SUPPLIED DATA:

^^^^^^^^^^^^^^^^

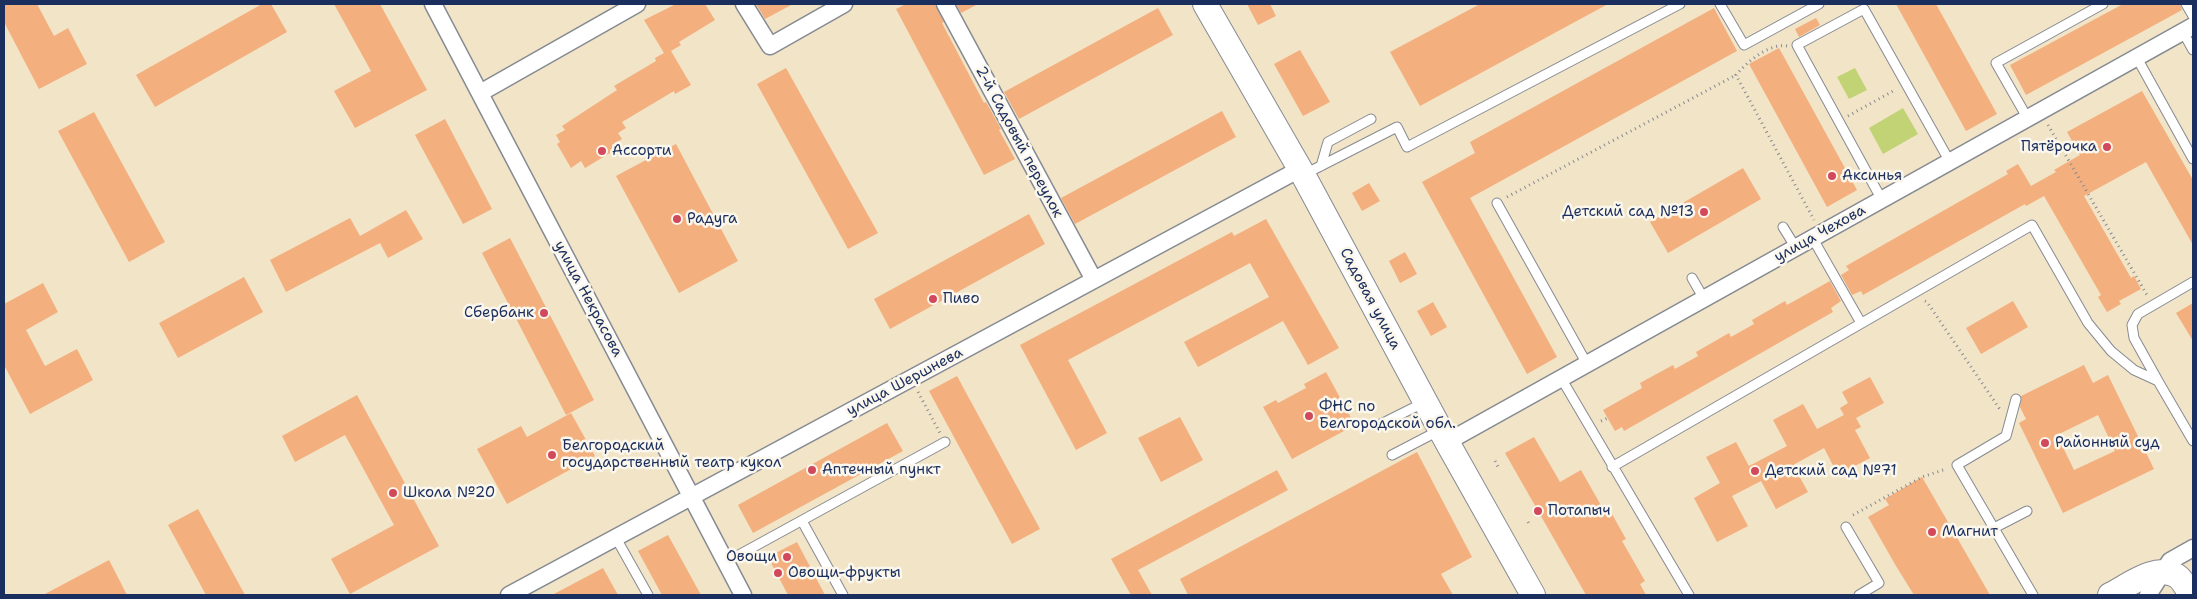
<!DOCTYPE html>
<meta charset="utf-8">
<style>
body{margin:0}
#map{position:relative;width:2197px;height:599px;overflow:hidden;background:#f1e4c7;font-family:"Shantell Sans",sans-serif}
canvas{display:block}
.frame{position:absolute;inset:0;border:5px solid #1b2f5e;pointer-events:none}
</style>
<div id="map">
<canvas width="2197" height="599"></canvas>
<div class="frame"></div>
</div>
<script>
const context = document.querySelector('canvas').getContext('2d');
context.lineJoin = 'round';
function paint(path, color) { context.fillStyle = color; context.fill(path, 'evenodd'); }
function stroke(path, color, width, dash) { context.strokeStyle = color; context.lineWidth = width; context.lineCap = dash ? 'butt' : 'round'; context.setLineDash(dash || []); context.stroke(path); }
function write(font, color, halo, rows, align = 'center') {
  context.font = font + ' "Shantell Sans",sans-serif'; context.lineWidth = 5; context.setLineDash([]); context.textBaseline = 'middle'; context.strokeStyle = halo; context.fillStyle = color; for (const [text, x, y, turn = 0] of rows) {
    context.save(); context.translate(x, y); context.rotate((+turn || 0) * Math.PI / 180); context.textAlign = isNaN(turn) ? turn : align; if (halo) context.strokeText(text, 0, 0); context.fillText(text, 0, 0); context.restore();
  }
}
const green = new Path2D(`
 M1855,68L1867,90L1849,99L1837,77Z
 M1903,108L1918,134L1883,154L1869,128Z`);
const building = new Path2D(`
 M4,4H37L54,36L68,28L87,64L39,89L4,22Z
 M262,4H271L287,32L155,107L136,75Z
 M334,4H380L427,90L355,128L334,91L371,71Z
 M676,4H705L715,20L679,42L681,45L671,51L691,85L675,94L674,91L622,122L626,128L618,133L622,139L612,145L615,150L585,168L581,161L571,168L557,144L560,142L556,135L565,130L562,126L617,90L614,86L656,61L655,58L664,53L644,20Z
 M756,4H793L765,19Z
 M906,4H935L944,22L942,23L984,103L986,102L1001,129L999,130L1015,159L984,175L896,9Z
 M956,4H978L961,13Z
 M1247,4H1270L1276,16L1258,25Z
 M1480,4H1608L1420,106L1390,52Z
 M1896,4H1936L1997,114L1966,131Z
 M2123,4H2180L2182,10L2026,95L2010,65Z
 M1158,8L1173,35L1019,119L1004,92Z
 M1714,8L1737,51L1470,198L1557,357L1527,374L1422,182L1475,153L1470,142Z
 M1816,18L1820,25L1799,37L1795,29Z
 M1779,48L1857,190L1827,207L1749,64Z
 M1300,50L1330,102L1303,116L1274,64Z
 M786,68L878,233L848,249L757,84Z
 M2142,91L2193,180V245L2146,162L2084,196L2131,278L2134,276L2141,289L2119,301L2121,304L2107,312L2098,297L2101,295L2044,196L2026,206L2025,204L1863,295L1861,291L1852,295L1841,275L1849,270L1846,266L2008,174L2006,171L2018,164L2031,186L2056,172L2054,170L2080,155L2067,132Z
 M1222,111L1236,137L1075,224L1061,198Z
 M94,112L165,242L129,262L58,131Z
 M445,119L492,209L463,224L415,135Z
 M676,144L738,261L679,293L616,176Z
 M1743,168L1761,199L1668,253L1650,222Z
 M1369,183L1380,201L1362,211L1352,193Z
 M406,210L423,239L388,258L380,243L286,292L270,260L350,218L360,236Z
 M1029,214L1045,244L890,329L874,299Z
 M1266,219L1339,348L1308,365L1283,321L1198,367L1184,342L1269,297L1250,263L1068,360L1107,433L1076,450L1020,345L1232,232L1234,236Z
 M510,238L594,400L566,415L482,253Z
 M1405,252L1417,274L1400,283L1389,261Z
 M244,277L263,312L178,358L159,323Z
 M1830,281L1841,301L1831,308L1833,312L1624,431L1622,427L1615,431L1603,410L1642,388L1640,383L1673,365L1675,369L1698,356L1696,352L1729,333L1731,337L1754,324L1752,320L1785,301L1787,305Z
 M43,283L58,312L26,330L45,366L77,349L93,380L30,414L4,365V304Z
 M2013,301L2028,327L1981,354L1966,328Z
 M1433,302L1447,327L1431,336L1417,311Z
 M2193,303V341L2176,313Z
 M2084,365L2093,383L2108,375L2154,469L2063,513L2019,423L2026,419L2020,407L2021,396ZM2098,415L2115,451L2074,470L2057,435Z
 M1326,372L1355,425L1292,459L1263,407L1276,400L1278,403L1306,388L1304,384Z
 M957,376L1040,529L1012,544L929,391Z
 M1870,377L1884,403L1856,418L1861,427L1855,430L1870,458L1838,475L1824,448L1793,465L1808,492L1776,509L1761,481L1732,496L1748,526L1717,542L1694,498L1720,483L1706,457L1736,442L1749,466L1787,446L1773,420L1803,404L1817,429L1844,415L1840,408L1848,403L1842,392Z
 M357,395L439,546L350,594L331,559L394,525L345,435L295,462L282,436Z
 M571,413L595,456L507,504L477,449L521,426L527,437Z
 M1180,417L1203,460L1161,482L1138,438Z
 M887,423L903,451L753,533L738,505Z
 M1534,437L1560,482L1581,470L1603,509L1608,507L1626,539L1622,541L1645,581L1640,584L1646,595H1586L1505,453Z
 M1417,452L1472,557L1441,574L1453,595H1188L1180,579Z
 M1277,470L1288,490L1138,570L1152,595H1131L1111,559Z
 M1922,477L1990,595H1914L1896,566L1868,517L1889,505L1885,499Z
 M198,509L245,595H206L168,525Z
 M668,535L701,595H662L638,551Z
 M797,542L825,595H788L768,557Z
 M109,560L127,595H43Z
 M603,568L618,595H552Z`);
const path = new Path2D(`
 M1787,46C1769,43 1747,62 1736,75L1814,220
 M1848,116L1895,90
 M2048,125L2147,295
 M1507,197L1736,75
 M1925,301L1927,302L2001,411
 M918,392L940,433
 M1601,421L1608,418
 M1495,461L1498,467
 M1853,515L1922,477L1946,469
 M1528,522L1530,526`);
const lane = new Path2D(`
 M1720,4L1744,45L1819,4
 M2186,4L2193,16
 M2183,32L2193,50
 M2137,58L2193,159
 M2028,119L1996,63L2103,4
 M1321,166L1328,142L1371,119
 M1303,175L1397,127L1407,147L1680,4
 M1882,200L1797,45L1864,9L1950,162
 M1497,203L1587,364
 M1783,227L1796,248
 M1813,239L1861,323
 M1692,278L1704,299
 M1561,378L1689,595
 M2158,381L2134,338L2132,325L2138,314L2193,282
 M2016,399L2006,436L1957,465L2033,595
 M1381,424L1425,402
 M1392,455L1440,430
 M1612,467L2032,225L2088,323L2111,351L2134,370L2158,381L2193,441
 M802,521L843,595
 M1846,527L1879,583L1859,595
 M1994,528L2027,511
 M616,538L648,595
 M726,562L945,442`);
const street = new Path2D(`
 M433,4L743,595
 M744,4L770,46L844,4
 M945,4L1094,280
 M480,93L637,4
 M1447,442L2193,26
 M509,595L1300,169
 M2148,595L2170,561L2193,548`);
const secondary = new Path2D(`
 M1205,4L1300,169L1447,442L1533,595
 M2110,595C2128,586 2156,563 2177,576C2183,580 2187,589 2191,595`);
const markers = [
 [2107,147,5,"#d1495b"],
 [602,151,5,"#d1495b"],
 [1832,176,5,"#d1495b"],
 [1704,212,5,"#d1495b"],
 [677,219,5,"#d1495b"],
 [933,299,5,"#d1495b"],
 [544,313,5,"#d1495b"],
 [1309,416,5,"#d1495b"],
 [2045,443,5,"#d1495b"],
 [552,455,5,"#d1495b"],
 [812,470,5,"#d1495b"],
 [1755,471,5,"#d1495b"],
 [393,493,5,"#d1495b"],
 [1538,511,5,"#d1495b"],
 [1932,532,5,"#d1495b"],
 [787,557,5,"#d1495b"],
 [778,573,5,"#d1495b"]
];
const streetNames = [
 ["2-й Садовый переулок",1019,142,62],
 ["улица Чехова",1820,234,-29],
 ["улица Некрасова",588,299,62],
 ["Садовая улица",1370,299,62],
 ["улица Шершнева",905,382,-28]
];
const poiNames = [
 ["Пятёрочка",2097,147,"right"],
 ["Ассорти",612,151],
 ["Аксинья",1842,176],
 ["Детский сад №13",1694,212,"right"],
 ["Радуга",687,219],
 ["Пиво",943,299],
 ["Сбербанк",534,313,"right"],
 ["ФНС по",1319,407],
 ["Белгородской обл.",1319,424],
 ["Районный суд",2055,443],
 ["Белгородский",562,446],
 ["государственный театр кукол",562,463],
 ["Аптечный пункт",822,470],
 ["Детский сад №71",1765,471],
 ["Школа №20",403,493],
 ["Потапыч",1548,511],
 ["Магнит",1942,532],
 ["Овощи",777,557,"right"],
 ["Овощи-фрукты",788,573]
];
paint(green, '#c2d375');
paint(building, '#f4af7e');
stroke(lane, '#868a92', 11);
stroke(street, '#868a92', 19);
stroke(secondary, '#868a92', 26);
stroke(path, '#868a92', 3, [1, 4]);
stroke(lane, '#fff', 9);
stroke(street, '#fff', 16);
stroke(secondary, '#fff', 24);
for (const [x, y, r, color] of markers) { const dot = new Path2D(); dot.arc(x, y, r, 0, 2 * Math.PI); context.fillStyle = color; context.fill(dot); stroke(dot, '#fbf7ec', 2); }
write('15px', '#1b2f5e', '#fbf7ec', streetNames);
write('15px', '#1b2f5e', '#fbf7ec', poiNames, 'left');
</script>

^^^^^^^^^^^^^^^^

What is needed is an exact copy of the lines from the one holding "M616,538L648,595" through the final line of the material.

 M616,538L648,595
 M726,562L945,442`);
const street = new Path2D(`
 M433,4L743,595
 M744,4L770,46L844,4
 M945,4L1094,280
 M480,93L637,4
 M1447,442L2193,26
 M509,595L1300,169
 M2148,595L2170,561L2193,548`);
const secondary = new Path2D(`
 M1205,4L1300,169L1447,442L1533,595
 M2110,595C2128,586 2156,563 2177,576C2183,580 2187,589 2191,595`);
const markers = [
 [2107,147,5,"#d1495b"],
 [602,151,5,"#d1495b"],
 [1832,176,5,"#d1495b"],
 [1704,212,5,"#d1495b"],
 [677,219,5,"#d1495b"],
 [933,299,5,"#d1495b"],
 [544,313,5,"#d1495b"],
 [1309,416,5,"#d1495b"],
 [2045,443,5,"#d1495b"],
 [552,455,5,"#d1495b"],
 [812,470,5,"#d1495b"],
 [1755,471,5,"#d1495b"],
 [393,493,5,"#d1495b"],
 [1538,511,5,"#d1495b"],
 [1932,532,5,"#d1495b"],
 [787,557,5,"#d1495b"],
 [778,573,5,"#d1495b"]
];
const streetNames = [
 ["2-й Садовый переулок",1019,142,62],
 ["улица Чехова",1820,234,-29],
 ["улица Некрасова",588,299,62],
 ["Садовая улица",1370,299,62],
 ["улица Шершнева",905,382,-28]
];
const poiNames = [
 ["Пятёрочка",2097,147,"right"],
 ["Ассорти",612,151],
 ["Аксинья",1842,176],
 ["Детский сад №13",1694,212,"right"],
 ["Радуга",687,219],
 ["Пиво",943,299],
 ["Сбербанк",534,313,"right"],
 ["ФНС по",1319,407],
 ["Белгородской обл.",1319,424],
 ["Районный суд",2055,443],
 ["Белгородский",562,446],
 ["государственный театр кукол",562,463],
 ["Аптечный пункт",822,470],
 ["Детский сад №71",1765,471],
 ["Школа №20",403,493],
 ["Потапыч",1548,511],
 ["Магнит",1942,532],
 ["Овощи",777,557,"right"],
 ["Овощи-фрукты",788,573]
];
paint(green, '#c2d375');
paint(building, '#f4af7e');
stroke(lane, '#868a92', 11);
stroke(street, '#868a92', 19);
stroke(secondary, '#868a92', 26);
stroke(path, '#868a92', 3, [1, 4]);
stroke(lane, '#fff', 9);
stroke(street, '#fff', 16);
stroke(secondary, '#fff', 24);
for (const [x, y, r, color] of markers) { const dot = new Path2D(); dot.arc(x, y, r, 0, 2 * Math.PI); context.fillStyle = color; context.fill(dot); stroke(dot, '#fbf7ec', 2); }
write('15px', '#1b2f5e', '#fbf7ec', streetNames);
write('15px', '#1b2f5e', '#fbf7ec', poiNames, 'left');
</script>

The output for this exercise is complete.